4. Securing data and ensuring transparency
When it comes to managing big data in the cloud, the security and transparency of data are key considerations, according to O’Connor.
“Cloud providers have security experts as part of the whole data governance piece,” O’Connor said. “Sit down with your security experts and see how much control you have over securing your data in your cloud and what kind of transparency you can see into how it’s being managed.”
5. Managing Internet of Things data
The cloud can be a useful way to share data coming from an electrical grid, GPS units, supply chain operators or remote device sensors, noted Tony Baer, principal analyst at Ovum.
“As long as you don’t have any considerations regarding privacy, where you’re dealing with personal identification information, anything very proprietary or sensitive, then running this in the cloud is probably a no-brainer,” Baer said.
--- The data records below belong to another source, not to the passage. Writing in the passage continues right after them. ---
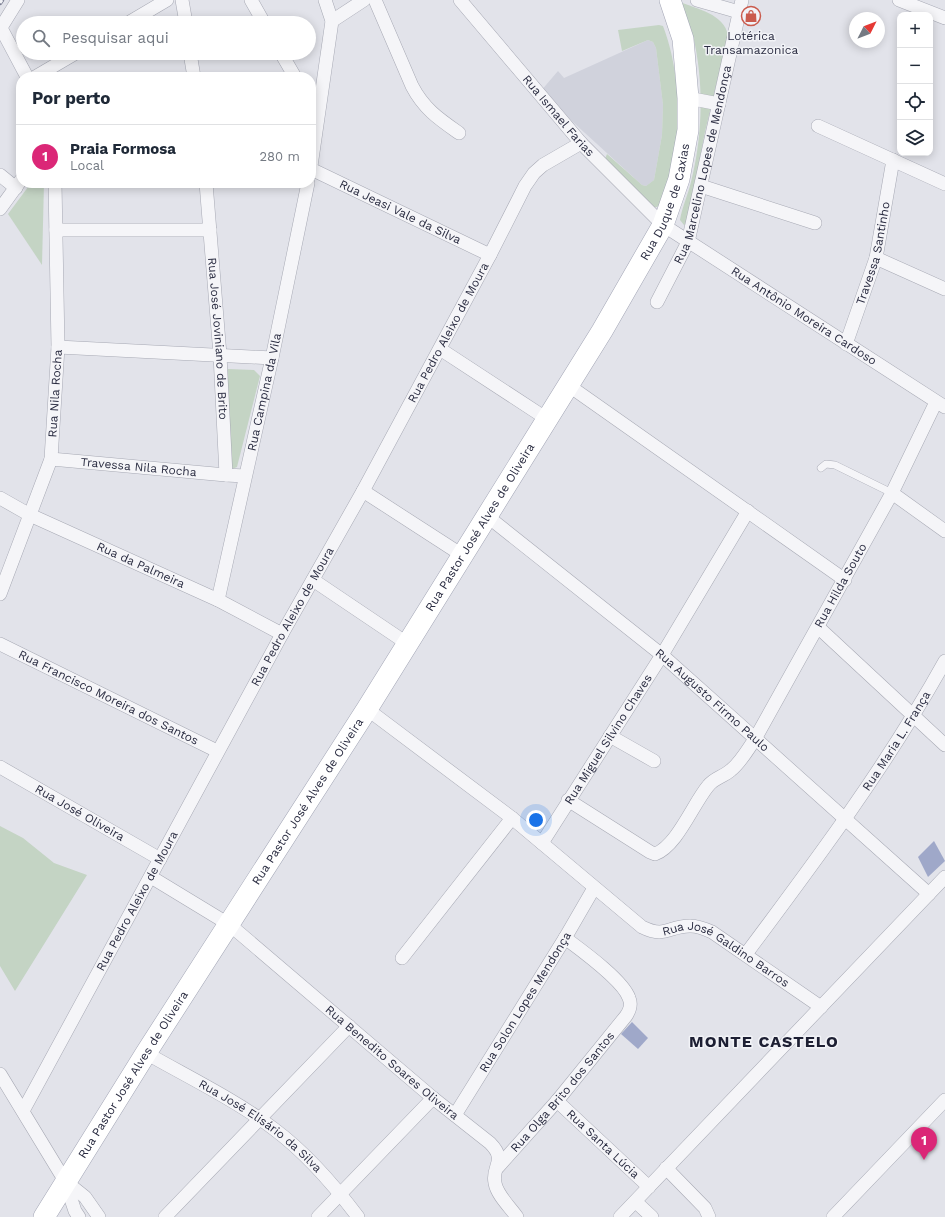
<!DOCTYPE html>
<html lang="pt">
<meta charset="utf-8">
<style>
body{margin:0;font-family:"Work Sans",sans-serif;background:#f2f2f3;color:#1f2937}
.controls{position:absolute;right:12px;top:12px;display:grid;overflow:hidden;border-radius:8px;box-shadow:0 2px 10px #0003}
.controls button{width:36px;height:36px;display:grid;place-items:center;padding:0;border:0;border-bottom:1px solid #e0e1e3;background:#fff;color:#1f2937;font:20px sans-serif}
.compass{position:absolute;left:849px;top:12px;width:36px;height:36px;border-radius:50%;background:#fff;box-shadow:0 2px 10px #0003;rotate:48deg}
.you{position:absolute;left:536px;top:820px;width:14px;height:14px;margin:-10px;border:3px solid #fff;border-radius:50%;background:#1a73e8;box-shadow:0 0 0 6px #1a73e833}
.badge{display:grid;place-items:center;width:26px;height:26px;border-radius:50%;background:#db2777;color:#fff;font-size:13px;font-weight:700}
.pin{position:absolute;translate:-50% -33px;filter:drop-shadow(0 1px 2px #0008)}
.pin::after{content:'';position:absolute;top:21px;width:14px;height:12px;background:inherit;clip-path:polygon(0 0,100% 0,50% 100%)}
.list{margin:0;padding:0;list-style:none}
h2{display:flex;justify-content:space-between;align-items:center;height:52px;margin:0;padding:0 16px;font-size:17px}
h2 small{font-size:13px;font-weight:400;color:#747a83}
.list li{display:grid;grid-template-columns:26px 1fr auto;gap:12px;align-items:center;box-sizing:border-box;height:64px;padding:0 16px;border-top:1px solid #e0e1e3}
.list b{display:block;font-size:15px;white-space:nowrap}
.list p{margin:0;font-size:13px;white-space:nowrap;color:#747a83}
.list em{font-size:13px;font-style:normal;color:#747a83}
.icon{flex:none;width:22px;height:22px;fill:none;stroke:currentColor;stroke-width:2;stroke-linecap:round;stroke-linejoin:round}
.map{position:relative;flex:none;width:945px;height:1217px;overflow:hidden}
.search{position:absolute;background:#fff;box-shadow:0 2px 10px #0003;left:16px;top:16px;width:300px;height:44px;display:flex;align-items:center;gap:10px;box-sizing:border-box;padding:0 14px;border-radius:22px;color:#747a83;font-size:15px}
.panel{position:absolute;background:#fff;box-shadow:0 2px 10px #0003;left:16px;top:72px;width:300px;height:116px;border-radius:16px}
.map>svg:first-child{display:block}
.built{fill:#d0d2dc}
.green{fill:#c4d4c4}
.water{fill:#9fa8c9}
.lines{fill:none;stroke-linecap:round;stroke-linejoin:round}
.lane-casing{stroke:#a7a9b4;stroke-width:8}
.street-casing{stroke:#a7a9b4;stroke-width:14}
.primary-casing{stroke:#a2a5b5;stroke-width:22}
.lane{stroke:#f5f5f8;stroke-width:7}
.street{stroke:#f5f5f8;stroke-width:13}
.primary{stroke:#fff;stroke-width:21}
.rail-casing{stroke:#7c7f93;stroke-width:4.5}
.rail{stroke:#f2f3f7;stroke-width:3;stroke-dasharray:9;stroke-linecap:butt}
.labels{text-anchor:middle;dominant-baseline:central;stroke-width:3;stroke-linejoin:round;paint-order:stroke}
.poi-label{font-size:12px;fill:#2b2d42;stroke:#f2f3f7}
.street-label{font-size:12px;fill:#2b2d42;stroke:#f2f3f7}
.district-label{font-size:16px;font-weight:bold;letter-spacing:1px;fill:#1d1f33;stroke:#f2f3f7}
</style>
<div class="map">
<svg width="945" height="1217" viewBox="0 0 945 1217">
<rect width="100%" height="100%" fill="#e2e3ea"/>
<polygon class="built" points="648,40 653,42 656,48 663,105 662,135 654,180 646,186 642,185 540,92 558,71 564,78"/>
<g class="green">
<path d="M680 2C697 9 724 14 728 35L705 132 687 223 684 225 680 220C682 207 688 195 691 182 702 139 704 89 695 45 693 31 685 16 680 2Z"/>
<path d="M659 25 663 26C677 62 682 114 675 153 671 169 666 186 662 203L657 207H649L605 159 607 154 642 185 646 186 654 180 662 135 663 105 656 48 653 42 648 40 622 51 618 30Z"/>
<polygon points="31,183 44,183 42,265 8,214"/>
<polygon points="228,369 254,370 260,376 237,467 232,469 226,372"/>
<polygon points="0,826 23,838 54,863 87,875 15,991 0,966"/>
</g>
<g class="water">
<polygon points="934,841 945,861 928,877 918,857"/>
<polygon points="632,1022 648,1038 638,1049 621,1034"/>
</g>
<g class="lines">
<defs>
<polyline id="lane" points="821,468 826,464 835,465 892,493"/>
<g id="street">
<polyline points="182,0 186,23"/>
<polyline points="251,0 264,23"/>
<path d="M375 0 412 86C424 109 439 119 459 133"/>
<path id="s1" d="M460 0 581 143 663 225 945 407"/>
<polyline points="697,0 739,12"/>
<polyline points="899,0 945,18"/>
<polyline points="332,21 364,0"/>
<polyline points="128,23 167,0"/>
<polyline points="1,28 27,77"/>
<polyline points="0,29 18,0"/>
<polyline points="190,53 194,77"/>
<polyline points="281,53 295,77"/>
<polyline points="35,77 76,53"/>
<polyline points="688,98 719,104"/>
<polyline points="818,126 945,184"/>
<polyline points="311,166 332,21 325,0"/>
<path id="s2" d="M311 169 490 255"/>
<polyline points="0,175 16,188"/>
<path id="s3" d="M206 183 220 355 226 475 245 476"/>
<polyline points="701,186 815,223"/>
<polyline points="0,209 21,180"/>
<polyline points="56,230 210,230"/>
<polyline points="876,258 945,289"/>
<path id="s4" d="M657 302 688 242 742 0"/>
<path id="s5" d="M846 344 876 258 893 160"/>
<polyline points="58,347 272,358"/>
<polyline points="440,349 547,419"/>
<polyline points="568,385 845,580"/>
<path id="s6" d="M51 459 226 475"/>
<polyline points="363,491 462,555"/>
<polyline points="892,493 945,531"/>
<path id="s7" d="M0 498 30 515 218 600 282 634"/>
<path id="s8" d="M487 516 662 655 929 894"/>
<polyline points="313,580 408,644"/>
<path id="s9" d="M0 594 51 459 58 347 55 183"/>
<path id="s10" d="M218 600 272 358 308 183"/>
<polyline points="819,628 945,745"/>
<path id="s11" d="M0 644 217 751"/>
<path id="s12" d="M367 709 512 818 642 927C666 939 670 925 691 926 698 926 705 929 712 932L821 1007"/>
<polyline points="610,736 654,761"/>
<path id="s13" d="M0 767 160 859"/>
<path id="s14" d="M568 800 650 852 655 854C677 846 693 804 708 786 714 778 723 777 731 770 741 762 748 749 755 739L892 493 936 402"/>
<path id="s15" d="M542 843 662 655 748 511"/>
<path id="s16" d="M151 877 230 925 433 1098 490 1143C508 1161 491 1166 495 1183 497 1195 510 1207 517 1217"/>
<path id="s17" d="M746 954C817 859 888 764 945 661"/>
<polyline points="402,958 512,818"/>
<path id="s18" d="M146 1053C188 1077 237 1101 274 1129 306 1153 334 1185 358 1217"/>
<polyline points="0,1074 65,1181 75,1211 79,1217"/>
<path id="s19" d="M557 1101 649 1187"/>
<path id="s20" d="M23 1111 282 634 363 491 490 255 525 186 534 173 543 165 581 143"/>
<path id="s21" d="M455 1115 565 938 594 888"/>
<path id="s22" d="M498 1167 557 1101 626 1016C630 1010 632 1005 629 998 623 980 581 950 565 938"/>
<polyline points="666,1168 705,1208 709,1217"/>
<polyline points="65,1181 85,1197 99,1217"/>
<polyline points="636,1202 652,1217"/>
<polyline points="165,1217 349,1026"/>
<polyline points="318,1217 433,1098"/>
<polyline points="620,1217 945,877"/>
<polyline points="833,1217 945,1100"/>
</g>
<g id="primary">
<path id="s23" d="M44 1217 146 1053 367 709 602 331 663 225 679 179 688 130V98L683 39 670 0"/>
</g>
</defs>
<use href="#lane" class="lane-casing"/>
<use href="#street" class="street-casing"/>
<use href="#primary" class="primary-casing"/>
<use href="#lane" class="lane"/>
<use href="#street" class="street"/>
<use href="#primary" class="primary"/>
<defs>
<polyline id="rail" points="0,3 2,0"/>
</defs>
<use href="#rail" class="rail-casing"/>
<use href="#rail" class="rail"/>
</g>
<defs>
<symbol id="shop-ring" viewBox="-11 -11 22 22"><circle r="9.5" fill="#f2f3f7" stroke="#ca5b4d" stroke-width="1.5"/><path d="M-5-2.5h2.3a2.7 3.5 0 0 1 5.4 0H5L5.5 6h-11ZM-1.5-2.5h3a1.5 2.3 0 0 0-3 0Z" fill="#ca5b4d"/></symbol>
</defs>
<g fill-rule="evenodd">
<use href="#shop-ring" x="740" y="5" width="22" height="22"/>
</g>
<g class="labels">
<g class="poi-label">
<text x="751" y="36">Lotérica<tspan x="751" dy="14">Transamazonica</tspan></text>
</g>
<g class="street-label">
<text stroke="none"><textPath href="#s1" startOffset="152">Rua Ismael Farias</textPath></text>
<text stroke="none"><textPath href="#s4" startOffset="146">Rua Marcelino Lopes de Mendonça</textPath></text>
<text stroke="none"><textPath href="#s23" startOffset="1192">Rua Duque de Caxias</textPath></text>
<text stroke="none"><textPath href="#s2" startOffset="99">Rua Jeasi Vale da Silva</textPath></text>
<text stroke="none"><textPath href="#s5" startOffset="95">Travessa Santinho</textPath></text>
<text stroke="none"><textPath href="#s1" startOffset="471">Rua Antônio Moreira Cardoso</textPath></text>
<text stroke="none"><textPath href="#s20" startOffset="887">Rua Pedro Aleixo de Moura</textPath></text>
<text stroke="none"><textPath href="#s3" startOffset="156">Rua José Joviniano de Brito</textPath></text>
<text stroke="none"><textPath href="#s10" startOffset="213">Rua Campina da Vila</textPath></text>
<text stroke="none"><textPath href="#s9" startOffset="210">Rua Nila Rocha</textPath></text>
<text stroke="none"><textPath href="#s6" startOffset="88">Travessa Nila Rocha</textPath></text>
<text stroke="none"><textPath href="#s23" startOffset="816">Rua Pastor José Alves de Oliveira</textPath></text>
<text stroke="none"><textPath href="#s7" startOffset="156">Rua da Palmeira</textPath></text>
<text stroke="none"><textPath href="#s14" startOffset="433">Rua Hilda Souto</textPath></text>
<text stroke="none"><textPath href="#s20" startOffset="563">Rua Pedro Aleixo de Moura</textPath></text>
<text stroke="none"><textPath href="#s11" startOffset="121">Rua Francisco Moreira dos Santos</textPath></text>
<text stroke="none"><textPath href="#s8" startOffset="291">Rua Augusto Firmo Paulo</textPath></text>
<text stroke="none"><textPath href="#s15" startOffset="123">Rua Miguel Silvino Chaves</textPath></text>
<text stroke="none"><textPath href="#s17" startOffset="261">Rua Maria L. França</textPath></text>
<text stroke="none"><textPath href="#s23" startOffset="492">Rua Pastor José Alves de Oliveira</textPath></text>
<text stroke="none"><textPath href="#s13" startOffset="92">Rua José Oliveira</textPath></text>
<text stroke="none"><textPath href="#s20" startOffset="239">Rua Pedro Aleixo de Moura</textPath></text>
<text stroke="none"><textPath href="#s12" startOffset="444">Rua José Galdino Barros</textPath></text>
<text stroke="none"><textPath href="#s21" startOffset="133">Rua Solon Lopes Mendonça</textPath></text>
<text stroke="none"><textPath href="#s16" startOffset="305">Rua Benedito Soares Oliveira</textPath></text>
<text stroke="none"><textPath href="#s23" startOffset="168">Rua Pastor José Alves de Oliveira</textPath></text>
<text stroke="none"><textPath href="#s22" startOffset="99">Rua Olga Brito dos Santos</textPath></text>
<text stroke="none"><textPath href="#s18" startOffset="136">Rua José Elisário da Silva</textPath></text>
<text stroke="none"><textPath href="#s19" startOffset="63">Rua Santa Lúcia</textPath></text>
</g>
<g class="district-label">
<text x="764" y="1041">MONTE CASTELO</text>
</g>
</g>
</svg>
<div class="controls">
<button>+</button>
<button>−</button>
<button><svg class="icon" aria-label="locate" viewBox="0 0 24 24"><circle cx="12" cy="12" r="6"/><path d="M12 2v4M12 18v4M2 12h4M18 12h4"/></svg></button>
<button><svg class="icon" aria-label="layers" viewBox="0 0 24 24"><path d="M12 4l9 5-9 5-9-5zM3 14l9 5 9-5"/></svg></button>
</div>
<svg class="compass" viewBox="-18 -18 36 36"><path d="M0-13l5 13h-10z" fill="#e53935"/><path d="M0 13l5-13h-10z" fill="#747a83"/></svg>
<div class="you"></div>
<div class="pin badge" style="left:924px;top:1160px">1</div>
<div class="search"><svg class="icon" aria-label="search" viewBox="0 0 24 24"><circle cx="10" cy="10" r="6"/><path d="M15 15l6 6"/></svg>Pesquisar aqui</div>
<section class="panel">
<h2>Por perto<small></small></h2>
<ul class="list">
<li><span class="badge">1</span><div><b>Praia Formosa</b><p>Local</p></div><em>280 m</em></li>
</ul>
</section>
</div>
Of developers for Internet of Things application developers, 55 percent connect devices primarily through the cloud, according to a report by research firm Evans Data Corp.
6. Offering cloud subscriptions
For a big data platform such as Cloudera, companies need to have processes in place to take down a cloud environment, according to O’Connor.
“Leaving cloud environments running for a long time when they don’t need to be running just increases your costs and is similar to paying for a music subscription service you’re not using,” she said.
You’ll have to consider the privacy of the data and whether you want a subscription or to buy local storage — a case of rent versus buy, Baer noted.
That’s “the classic economics of cloud,” he said.
7. A platform for genomics research
Genomics research is another key application for big data in the cloud, which provides the flexibility to handle petabytes of data.
As part of a 13-year partnership, Dell provides cloud computing technology to the Translational Genomics Research Institute (TGEN), a nonprofit organization that sequences human genomes as it looks for ways to treat and diagnoses diseases, including neuroblastoma, a type of pediatric cancer.
“In the cloud, while you have the data sitting there all the time, what you’re able to do is expand the compute on demand,” O’Connor said, referring to the benefits of elastic computing.
“When you’re doing genomics-type research, quite often you’re running lots of batches over petabytes of data, so in the cloud, while you have the data sitting there all the time, what you’re able to do is expand the compute on demand,” O’Connor explained. “So that’s a perfect application of big data in the cloud.”